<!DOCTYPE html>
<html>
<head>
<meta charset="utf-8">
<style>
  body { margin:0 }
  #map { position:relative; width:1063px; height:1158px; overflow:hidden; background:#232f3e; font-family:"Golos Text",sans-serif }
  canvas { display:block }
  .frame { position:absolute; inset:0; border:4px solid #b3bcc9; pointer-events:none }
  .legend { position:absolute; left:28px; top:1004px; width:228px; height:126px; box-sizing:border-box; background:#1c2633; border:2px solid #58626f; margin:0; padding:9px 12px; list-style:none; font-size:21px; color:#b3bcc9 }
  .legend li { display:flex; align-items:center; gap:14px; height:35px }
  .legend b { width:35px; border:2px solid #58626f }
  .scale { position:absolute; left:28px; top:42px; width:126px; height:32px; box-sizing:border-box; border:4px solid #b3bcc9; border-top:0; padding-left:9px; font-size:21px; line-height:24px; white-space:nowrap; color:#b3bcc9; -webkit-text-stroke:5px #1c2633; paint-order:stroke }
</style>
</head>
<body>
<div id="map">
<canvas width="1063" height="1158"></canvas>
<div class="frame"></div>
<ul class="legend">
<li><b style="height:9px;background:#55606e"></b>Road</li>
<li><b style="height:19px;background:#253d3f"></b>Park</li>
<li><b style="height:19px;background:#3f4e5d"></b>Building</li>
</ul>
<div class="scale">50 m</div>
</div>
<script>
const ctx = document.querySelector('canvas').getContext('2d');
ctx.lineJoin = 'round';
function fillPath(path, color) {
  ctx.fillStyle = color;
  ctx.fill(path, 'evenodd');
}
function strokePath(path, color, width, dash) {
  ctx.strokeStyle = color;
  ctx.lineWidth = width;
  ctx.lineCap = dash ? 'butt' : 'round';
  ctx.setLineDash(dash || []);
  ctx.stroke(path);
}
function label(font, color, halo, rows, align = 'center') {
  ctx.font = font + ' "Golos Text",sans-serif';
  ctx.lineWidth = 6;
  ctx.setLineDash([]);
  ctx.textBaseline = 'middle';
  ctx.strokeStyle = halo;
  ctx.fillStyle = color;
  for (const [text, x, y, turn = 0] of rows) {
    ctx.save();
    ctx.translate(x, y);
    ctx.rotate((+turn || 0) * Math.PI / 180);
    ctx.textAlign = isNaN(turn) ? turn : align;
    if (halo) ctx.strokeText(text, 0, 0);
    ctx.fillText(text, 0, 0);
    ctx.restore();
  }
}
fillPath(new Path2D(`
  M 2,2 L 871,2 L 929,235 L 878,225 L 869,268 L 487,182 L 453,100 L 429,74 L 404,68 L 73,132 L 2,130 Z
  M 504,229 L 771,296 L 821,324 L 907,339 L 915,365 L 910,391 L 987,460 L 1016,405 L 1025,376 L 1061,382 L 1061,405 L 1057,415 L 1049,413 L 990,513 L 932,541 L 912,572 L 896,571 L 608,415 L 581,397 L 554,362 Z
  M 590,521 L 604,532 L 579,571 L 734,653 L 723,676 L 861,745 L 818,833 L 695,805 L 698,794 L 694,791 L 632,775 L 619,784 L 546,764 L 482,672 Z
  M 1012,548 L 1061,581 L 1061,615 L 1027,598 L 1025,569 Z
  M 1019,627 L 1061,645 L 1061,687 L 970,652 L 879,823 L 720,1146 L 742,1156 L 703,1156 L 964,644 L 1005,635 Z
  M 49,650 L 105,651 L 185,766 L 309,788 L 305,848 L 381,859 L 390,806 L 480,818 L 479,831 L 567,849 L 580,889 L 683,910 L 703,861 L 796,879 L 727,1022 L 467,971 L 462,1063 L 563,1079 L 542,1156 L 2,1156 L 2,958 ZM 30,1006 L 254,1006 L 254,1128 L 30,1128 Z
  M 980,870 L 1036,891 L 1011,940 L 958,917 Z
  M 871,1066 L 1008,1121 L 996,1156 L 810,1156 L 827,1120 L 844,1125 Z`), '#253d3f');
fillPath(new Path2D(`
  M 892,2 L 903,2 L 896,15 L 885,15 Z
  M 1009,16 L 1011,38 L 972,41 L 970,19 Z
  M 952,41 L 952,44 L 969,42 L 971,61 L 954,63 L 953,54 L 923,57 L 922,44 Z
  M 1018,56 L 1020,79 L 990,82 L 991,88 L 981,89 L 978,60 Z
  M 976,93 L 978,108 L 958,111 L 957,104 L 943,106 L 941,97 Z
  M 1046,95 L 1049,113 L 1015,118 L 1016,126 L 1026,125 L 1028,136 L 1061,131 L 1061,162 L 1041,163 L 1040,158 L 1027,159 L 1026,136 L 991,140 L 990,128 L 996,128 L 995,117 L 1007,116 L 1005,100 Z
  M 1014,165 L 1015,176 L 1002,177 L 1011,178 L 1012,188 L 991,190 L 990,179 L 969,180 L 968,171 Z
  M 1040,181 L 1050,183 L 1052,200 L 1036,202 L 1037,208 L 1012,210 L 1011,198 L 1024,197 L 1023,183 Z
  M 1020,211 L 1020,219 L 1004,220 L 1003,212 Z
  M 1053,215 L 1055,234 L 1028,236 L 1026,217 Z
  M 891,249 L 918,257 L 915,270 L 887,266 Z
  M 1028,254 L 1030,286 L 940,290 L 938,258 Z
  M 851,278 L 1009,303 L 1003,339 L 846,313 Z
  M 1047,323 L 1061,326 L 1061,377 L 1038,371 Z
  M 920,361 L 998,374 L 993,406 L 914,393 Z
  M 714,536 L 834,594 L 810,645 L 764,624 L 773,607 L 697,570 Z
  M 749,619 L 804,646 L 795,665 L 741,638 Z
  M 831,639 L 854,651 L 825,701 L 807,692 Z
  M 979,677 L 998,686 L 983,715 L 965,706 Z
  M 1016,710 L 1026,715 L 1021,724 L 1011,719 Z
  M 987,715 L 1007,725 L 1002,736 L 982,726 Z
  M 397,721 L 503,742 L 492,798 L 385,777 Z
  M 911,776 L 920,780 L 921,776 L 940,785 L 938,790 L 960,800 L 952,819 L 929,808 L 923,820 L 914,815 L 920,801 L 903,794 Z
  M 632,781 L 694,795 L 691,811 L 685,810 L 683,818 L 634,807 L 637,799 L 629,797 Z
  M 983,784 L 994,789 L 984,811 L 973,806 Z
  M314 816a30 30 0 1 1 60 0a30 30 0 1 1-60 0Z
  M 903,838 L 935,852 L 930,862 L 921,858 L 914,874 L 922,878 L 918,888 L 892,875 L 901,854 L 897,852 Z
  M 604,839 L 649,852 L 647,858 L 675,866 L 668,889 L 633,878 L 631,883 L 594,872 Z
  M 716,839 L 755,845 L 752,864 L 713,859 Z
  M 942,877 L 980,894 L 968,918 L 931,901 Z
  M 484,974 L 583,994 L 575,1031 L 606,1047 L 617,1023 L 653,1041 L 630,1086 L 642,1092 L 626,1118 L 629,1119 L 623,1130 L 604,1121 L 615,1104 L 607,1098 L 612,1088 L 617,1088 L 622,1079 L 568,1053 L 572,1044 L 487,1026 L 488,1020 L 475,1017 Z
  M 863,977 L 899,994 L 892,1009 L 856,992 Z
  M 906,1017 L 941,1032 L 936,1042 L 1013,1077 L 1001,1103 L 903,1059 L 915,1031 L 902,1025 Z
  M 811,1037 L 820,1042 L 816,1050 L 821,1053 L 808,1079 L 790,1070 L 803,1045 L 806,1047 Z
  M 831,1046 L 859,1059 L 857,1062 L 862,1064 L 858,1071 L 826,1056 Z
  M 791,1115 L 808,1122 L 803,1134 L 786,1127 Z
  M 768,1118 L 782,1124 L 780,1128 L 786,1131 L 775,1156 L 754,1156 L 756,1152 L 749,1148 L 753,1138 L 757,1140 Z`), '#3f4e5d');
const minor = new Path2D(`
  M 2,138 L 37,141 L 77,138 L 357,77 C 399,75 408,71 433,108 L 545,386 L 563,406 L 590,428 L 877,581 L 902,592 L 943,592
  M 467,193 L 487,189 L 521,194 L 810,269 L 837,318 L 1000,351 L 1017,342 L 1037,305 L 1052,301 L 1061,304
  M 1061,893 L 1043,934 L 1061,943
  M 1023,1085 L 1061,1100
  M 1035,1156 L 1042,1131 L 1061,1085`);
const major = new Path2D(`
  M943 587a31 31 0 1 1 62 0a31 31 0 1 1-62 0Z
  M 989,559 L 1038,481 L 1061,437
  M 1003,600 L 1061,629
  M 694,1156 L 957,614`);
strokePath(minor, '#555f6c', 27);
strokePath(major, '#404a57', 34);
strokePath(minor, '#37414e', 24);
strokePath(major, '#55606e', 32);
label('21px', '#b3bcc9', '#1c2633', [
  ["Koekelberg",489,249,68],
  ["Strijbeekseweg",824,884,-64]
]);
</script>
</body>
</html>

**TRY IT**
Find "M 590,521 L" in the entries above and copy that whole line exactly, then each line after it through the line that contains "M 980,870 L 1036,891 L 1011,940 L 958,917 Z".

**SOLUTION FOR THIS PROBLEM**
  M 590,521 L 604,532 L 579,571 L 734,653 L 723,676 L 861,745 L 818,833 L 695,805 L 698,794 L 694,791 L 632,775 L 619,784 L 546,764 L 482,672 Z
  M 1012,548 L 1061,581 L 1061,615 L 1027,598 L 1025,569 Z
  M 1019,627 L 1061,645 L 1061,687 L 970,652 L 879,823 L 720,1146 L 742,1156 L 703,1156 L 964,644 L 1005,635 Z
  M 49,650 L 105,651 L 185,766 L 309,788 L 305,848 L 381,859 L 390,806 L 480,818 L 479,831 L 567,849 L 580,889 L 683,910 L 703,861 L 796,879 L 727,1022 L 467,971 L 462,1063 L 563,1079 L 542,1156 L 2,1156 L 2,958 ZM 30,1006 L 254,1006 L 254,1128 L 30,1128 Z
  M 980,870 L 1036,891 L 1011,940 L 958,917 Z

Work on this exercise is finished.